→ **Assignment**
Supply the number of lines in the data below that hold "УЛИЦА", and let that number be the whole answer.

→ **Data for processing**

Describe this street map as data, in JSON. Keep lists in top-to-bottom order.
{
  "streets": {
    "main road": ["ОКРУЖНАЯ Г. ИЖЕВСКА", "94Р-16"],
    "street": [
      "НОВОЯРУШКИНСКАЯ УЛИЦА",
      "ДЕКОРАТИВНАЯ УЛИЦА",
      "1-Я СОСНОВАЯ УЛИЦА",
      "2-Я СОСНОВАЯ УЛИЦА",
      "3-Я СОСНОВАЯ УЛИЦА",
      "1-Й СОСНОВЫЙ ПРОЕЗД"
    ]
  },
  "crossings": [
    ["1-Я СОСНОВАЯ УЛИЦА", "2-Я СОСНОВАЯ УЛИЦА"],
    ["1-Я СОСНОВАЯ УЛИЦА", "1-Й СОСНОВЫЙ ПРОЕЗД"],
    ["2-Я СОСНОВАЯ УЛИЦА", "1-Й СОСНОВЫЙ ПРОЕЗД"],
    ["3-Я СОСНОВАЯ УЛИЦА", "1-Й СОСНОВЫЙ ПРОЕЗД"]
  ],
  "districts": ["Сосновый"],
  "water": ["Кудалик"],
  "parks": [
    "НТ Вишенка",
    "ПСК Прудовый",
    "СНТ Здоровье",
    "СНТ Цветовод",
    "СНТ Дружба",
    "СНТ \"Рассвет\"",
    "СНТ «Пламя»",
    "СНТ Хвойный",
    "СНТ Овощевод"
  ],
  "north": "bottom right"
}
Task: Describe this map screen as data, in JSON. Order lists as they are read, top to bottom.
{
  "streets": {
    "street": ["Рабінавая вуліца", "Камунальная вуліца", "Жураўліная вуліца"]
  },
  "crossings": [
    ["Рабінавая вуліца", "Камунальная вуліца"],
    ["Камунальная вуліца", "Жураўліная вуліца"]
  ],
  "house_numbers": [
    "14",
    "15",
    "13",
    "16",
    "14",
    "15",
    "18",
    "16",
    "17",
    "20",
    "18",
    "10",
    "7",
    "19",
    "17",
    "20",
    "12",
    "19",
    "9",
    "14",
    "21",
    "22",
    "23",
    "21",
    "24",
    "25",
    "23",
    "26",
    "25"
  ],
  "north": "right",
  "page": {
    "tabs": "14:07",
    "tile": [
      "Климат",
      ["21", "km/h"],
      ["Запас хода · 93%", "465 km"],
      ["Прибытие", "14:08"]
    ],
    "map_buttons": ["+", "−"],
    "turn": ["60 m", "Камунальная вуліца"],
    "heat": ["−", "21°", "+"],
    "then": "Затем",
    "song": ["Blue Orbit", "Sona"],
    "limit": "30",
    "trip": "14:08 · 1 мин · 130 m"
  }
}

→ **Exercise output**
9